Sure, 90% of the products currently adding a LLM to their products might not need one, but it’s the Valley Party Train and such arguments won’t stop it.

How to license

So we don’t know what to license, as we don’t know what’s the dataset of the commercial models.

But even if we would now, how would you ensure payouts? Sure, it’s (kinda) easy for copyrighted works of art (music, books, paintings …) but a large part of CommonCrawl is just websites. Should only those in the dataset who are some kind of business get payouts?

And, which license do you use? Do you pay per dataset entry or per training epoch? (Thanks to Sarah Moir for making this point.) Per model created or per output which might contain licensed data? To do this, we need way better understanding of the way a model generates text and what the sources for a specific answer are.

These are notoriously difficult and unsolved problems. Anthropic posted about a possible solution in Decomposing Language Models Into Understandable Components, though this only helps to explain the model behaviour, not the data layer.

Would we end up in a situation similar to music streaming rights, where the payout per stream is so miniscule, that it’s only useful for a small percentage of artists? tbf I see this happening in basically all licensing models I can think of? Are there protections against this?

The Academic Veil of Commercial AI

Another thing to note here: If you think on the data layer only, AI vendors might argue that the datasets have been collected for scientific purposes. It’s a great excuse, as scientific usage grants generous copyright excemptions.

But in the end, this might be little more than an excuse. Take for example LAION – a non-profit that maintains the LAION-5B image dataset used to train Stable Diffusion. LAION is a non-profit, Stable Diffusion is open source and published by researchers at the Ludwig Maximilian University in Munich. Stability AI, essentially the marketing wrapper and funding machine for these non-profit initiatives has raised over $120 million in funding.

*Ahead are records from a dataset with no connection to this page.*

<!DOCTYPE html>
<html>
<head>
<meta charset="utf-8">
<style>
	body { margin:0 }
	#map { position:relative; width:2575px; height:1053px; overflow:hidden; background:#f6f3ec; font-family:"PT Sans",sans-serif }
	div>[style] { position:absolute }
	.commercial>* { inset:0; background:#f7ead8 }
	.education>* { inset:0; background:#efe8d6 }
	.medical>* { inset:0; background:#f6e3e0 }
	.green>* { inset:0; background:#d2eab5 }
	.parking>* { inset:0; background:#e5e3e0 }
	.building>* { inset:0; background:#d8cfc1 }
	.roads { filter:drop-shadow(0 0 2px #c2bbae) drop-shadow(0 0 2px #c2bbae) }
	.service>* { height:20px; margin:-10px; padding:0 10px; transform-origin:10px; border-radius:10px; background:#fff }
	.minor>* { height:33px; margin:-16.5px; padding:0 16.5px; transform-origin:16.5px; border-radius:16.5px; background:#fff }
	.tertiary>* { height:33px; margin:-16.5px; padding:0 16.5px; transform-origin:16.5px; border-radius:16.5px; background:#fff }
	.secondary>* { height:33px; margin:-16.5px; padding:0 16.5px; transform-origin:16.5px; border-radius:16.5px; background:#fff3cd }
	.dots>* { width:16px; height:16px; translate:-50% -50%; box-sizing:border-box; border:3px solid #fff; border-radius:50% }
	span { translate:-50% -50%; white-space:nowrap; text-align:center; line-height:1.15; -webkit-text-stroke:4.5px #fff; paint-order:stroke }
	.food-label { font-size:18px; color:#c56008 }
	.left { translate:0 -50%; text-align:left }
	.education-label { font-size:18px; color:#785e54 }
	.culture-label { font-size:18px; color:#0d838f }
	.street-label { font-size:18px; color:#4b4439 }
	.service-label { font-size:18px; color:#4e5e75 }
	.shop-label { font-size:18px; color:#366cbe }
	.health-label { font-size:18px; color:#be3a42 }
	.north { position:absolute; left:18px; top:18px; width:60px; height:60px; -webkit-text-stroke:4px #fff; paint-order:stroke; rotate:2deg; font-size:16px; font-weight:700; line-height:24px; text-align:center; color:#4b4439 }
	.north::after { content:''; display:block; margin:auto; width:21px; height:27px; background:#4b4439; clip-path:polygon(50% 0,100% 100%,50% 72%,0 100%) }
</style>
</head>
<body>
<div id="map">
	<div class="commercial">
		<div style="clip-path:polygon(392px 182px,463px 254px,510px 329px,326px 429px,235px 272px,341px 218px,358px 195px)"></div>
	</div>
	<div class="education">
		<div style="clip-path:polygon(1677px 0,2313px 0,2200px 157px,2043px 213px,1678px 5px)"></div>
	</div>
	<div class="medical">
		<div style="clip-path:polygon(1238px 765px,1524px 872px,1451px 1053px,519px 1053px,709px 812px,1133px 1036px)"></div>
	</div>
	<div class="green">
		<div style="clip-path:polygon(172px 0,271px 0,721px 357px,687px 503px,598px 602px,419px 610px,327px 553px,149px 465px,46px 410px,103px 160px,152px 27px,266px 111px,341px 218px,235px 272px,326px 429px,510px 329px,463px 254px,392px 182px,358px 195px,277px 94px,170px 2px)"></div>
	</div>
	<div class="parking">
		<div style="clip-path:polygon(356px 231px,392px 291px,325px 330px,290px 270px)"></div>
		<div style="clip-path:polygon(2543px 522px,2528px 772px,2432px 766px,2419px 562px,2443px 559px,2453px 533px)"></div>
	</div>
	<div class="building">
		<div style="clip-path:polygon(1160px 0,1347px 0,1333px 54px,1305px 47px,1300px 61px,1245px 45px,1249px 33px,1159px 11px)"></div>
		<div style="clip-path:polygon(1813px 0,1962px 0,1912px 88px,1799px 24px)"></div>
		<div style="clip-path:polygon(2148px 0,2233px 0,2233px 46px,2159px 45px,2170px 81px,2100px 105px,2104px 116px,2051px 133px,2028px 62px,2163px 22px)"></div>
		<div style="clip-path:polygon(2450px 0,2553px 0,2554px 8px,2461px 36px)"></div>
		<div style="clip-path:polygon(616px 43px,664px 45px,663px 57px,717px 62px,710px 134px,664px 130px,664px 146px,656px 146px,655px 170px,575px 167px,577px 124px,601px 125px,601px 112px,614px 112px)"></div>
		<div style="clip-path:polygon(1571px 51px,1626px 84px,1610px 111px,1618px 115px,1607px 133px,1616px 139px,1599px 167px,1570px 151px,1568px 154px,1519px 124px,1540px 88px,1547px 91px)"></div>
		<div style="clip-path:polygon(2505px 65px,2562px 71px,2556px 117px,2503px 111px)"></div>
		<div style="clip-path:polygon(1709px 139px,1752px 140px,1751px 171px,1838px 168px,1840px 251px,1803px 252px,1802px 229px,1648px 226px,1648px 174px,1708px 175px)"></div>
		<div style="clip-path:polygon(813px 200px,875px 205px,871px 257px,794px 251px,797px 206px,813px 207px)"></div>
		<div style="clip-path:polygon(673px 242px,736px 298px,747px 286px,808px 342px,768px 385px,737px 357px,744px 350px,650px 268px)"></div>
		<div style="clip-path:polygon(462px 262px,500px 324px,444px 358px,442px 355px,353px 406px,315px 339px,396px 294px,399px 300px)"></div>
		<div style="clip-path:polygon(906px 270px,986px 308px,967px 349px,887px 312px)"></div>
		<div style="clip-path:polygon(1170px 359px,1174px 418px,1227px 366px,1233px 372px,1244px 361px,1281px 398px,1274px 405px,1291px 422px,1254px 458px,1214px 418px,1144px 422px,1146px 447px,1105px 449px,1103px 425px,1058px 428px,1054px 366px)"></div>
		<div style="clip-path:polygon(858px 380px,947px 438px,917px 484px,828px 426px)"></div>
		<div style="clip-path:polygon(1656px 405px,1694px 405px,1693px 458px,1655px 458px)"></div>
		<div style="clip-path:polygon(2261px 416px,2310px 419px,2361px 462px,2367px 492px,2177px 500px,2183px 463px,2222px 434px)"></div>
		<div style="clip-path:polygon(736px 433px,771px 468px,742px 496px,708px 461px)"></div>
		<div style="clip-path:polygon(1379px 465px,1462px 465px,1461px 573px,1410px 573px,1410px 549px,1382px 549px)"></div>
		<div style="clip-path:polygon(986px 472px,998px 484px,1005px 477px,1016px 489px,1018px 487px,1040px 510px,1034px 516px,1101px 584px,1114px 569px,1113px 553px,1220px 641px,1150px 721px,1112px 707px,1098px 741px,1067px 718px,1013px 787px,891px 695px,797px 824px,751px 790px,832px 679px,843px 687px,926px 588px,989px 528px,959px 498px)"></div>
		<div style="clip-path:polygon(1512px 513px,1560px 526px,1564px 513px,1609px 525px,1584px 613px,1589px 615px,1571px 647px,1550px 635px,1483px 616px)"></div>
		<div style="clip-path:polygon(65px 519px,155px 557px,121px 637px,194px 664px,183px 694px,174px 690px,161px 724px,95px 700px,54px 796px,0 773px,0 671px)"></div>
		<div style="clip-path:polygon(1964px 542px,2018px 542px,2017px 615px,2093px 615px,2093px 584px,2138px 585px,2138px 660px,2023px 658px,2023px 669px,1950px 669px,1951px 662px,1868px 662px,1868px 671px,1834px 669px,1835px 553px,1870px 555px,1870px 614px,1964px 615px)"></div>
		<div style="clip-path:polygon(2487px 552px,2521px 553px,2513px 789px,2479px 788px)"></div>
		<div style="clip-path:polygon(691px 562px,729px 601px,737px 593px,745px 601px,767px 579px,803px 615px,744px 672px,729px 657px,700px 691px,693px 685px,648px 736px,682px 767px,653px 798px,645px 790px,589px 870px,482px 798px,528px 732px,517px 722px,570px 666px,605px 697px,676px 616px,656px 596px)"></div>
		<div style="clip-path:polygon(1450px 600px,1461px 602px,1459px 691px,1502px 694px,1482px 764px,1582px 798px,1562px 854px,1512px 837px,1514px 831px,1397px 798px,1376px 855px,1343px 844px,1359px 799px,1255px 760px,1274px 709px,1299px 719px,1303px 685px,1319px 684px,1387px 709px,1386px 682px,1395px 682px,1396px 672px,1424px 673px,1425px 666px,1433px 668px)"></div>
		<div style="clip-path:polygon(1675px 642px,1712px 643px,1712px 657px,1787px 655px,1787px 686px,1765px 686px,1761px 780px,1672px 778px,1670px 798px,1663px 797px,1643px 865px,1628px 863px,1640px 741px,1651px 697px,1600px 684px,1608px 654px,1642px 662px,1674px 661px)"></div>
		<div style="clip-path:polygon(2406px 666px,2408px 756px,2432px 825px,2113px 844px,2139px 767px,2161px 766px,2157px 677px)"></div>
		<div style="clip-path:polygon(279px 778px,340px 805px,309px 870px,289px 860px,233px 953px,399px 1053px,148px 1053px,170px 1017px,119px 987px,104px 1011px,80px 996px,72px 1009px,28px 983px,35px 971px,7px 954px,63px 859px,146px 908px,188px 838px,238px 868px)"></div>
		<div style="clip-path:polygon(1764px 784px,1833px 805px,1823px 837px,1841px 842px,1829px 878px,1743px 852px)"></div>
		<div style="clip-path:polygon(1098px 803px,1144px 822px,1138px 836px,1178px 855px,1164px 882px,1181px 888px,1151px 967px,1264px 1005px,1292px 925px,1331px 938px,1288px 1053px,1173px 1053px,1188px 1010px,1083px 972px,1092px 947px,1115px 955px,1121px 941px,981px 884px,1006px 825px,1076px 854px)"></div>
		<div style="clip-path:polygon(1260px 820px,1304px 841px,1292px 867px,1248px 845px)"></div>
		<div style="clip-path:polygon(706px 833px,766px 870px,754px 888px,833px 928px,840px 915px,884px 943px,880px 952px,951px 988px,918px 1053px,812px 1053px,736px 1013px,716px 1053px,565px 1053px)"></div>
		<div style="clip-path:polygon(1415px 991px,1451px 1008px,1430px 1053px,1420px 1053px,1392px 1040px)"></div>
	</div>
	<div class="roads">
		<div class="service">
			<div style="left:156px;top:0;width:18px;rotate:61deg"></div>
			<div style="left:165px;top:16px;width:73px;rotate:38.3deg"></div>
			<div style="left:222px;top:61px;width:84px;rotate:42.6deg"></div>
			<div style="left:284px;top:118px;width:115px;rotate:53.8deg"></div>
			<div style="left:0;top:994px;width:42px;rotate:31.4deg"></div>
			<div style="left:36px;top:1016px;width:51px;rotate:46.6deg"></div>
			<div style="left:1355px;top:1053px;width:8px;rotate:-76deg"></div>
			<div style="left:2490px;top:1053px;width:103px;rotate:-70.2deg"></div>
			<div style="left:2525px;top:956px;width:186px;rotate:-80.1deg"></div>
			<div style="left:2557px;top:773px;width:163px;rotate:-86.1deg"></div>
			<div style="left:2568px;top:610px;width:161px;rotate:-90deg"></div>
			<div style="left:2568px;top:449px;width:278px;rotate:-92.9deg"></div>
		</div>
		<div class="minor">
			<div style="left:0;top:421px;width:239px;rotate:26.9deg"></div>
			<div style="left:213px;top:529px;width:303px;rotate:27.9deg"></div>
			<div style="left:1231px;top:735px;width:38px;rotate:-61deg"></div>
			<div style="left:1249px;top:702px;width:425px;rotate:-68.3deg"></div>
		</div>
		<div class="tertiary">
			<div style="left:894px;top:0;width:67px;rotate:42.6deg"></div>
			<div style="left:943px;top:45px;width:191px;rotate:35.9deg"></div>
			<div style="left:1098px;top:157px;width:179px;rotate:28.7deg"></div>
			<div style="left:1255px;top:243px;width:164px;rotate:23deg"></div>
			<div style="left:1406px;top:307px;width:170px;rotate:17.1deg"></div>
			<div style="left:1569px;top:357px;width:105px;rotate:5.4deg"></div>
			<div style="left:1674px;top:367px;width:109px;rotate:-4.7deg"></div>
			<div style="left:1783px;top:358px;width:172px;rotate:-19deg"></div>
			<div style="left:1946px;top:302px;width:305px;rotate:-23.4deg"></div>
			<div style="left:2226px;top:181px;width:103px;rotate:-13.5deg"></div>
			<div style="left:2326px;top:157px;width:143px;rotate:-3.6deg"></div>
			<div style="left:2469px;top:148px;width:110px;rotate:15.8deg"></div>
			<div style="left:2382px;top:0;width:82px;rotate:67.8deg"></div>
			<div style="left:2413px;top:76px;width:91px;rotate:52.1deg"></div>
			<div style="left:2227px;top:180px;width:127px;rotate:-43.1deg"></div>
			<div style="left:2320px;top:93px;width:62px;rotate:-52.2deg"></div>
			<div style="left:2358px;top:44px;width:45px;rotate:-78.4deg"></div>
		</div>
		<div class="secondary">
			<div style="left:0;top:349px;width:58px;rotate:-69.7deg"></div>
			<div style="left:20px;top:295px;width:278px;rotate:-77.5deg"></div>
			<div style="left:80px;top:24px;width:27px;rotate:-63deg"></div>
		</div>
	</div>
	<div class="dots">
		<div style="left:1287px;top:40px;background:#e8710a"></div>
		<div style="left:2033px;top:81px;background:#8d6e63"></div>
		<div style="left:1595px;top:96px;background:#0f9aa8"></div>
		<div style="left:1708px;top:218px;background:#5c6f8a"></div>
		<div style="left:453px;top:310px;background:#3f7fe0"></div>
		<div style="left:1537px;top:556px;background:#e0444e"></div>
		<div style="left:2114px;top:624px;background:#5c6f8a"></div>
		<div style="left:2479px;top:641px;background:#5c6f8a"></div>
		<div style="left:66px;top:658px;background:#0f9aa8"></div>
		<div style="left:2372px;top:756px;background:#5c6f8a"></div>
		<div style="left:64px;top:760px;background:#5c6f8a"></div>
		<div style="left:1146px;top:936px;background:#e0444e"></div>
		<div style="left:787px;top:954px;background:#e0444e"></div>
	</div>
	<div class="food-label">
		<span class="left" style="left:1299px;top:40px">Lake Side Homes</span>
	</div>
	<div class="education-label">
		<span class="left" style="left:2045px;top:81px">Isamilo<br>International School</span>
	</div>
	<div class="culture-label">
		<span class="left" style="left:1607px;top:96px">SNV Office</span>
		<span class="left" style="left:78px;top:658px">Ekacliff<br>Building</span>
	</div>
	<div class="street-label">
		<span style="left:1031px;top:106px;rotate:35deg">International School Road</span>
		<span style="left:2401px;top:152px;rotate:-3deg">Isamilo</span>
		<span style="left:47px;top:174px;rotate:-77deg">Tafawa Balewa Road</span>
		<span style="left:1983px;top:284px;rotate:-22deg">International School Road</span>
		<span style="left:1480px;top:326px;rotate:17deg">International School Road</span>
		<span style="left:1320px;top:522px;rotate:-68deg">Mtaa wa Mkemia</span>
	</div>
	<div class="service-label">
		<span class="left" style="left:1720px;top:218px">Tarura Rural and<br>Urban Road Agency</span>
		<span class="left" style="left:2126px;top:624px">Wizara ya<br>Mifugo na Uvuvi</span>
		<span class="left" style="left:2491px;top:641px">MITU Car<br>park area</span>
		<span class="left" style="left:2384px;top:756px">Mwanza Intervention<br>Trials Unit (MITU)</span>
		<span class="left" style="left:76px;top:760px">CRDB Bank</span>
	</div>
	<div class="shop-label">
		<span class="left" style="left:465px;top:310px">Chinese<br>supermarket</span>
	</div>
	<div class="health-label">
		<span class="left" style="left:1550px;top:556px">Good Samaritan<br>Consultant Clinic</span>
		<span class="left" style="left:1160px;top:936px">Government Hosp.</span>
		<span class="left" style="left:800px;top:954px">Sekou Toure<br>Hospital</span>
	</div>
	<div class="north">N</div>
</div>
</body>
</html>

If you are interested in diving deep into some of those challenges, Sarah Moir wrote about the legal challenges in the context of music generating models.

Creating licensed data

To note here, too, is that you can by now opt-out of crawling for some AI training (e.g. Google, OpenAI, CommonCrawl). This doesn’t solve the problem, as for any kind of informed consent the systems need to be opt-in. And, as more models spam more outputs on more sites, internet crawls will become a much worse base to train a model on.

Another thing that we are currently seeing – which will not replace training on huge crawls, but probably augment them or take a more prominent role in the finetuning steps – is that data companies like Scale AI are hiring not only gig-workers but e.g. poets to create high quality, licensed training data.

Making models forget

There’s ongoing research in «model unlearning».

If this becomes a feasible technique, that’s a probable way for AI companies to cop out of paying licensing fees. «Oh, sorry. Thanks for bringing this to our attention. We didn’t mean to include your stuff, look we removed it.»

Mind, the if in the previous sentence is doing a lot heavy lifting!

If I want my model to be able to answer questions, it’s not helpful to remove relevant pop culture completely. Also, a model might not perform significantly worse after removing Harry Potter. But what if you remove 500+ other books because their authors demand it?

As the authors of the study conclude:

Extending our approach to other types of content, particularly non-fiction or textbooks, presents its own set of challenges. Unlike the fictional universe of Harry Potter, non-fiction content will not possess the same density of unique terms or phrases. Furthermore, non-fictional texts often embed higher-level constructs such as ideas, concepts, or cultural perspectives. It remains uncertain to what extent our technique can effectively address and unlearn these more abstract elements. This would clearly necessitate adaptations of our technique.

That’s that for now. I’ll append this piece as I find new reporting and worthwhile things to add.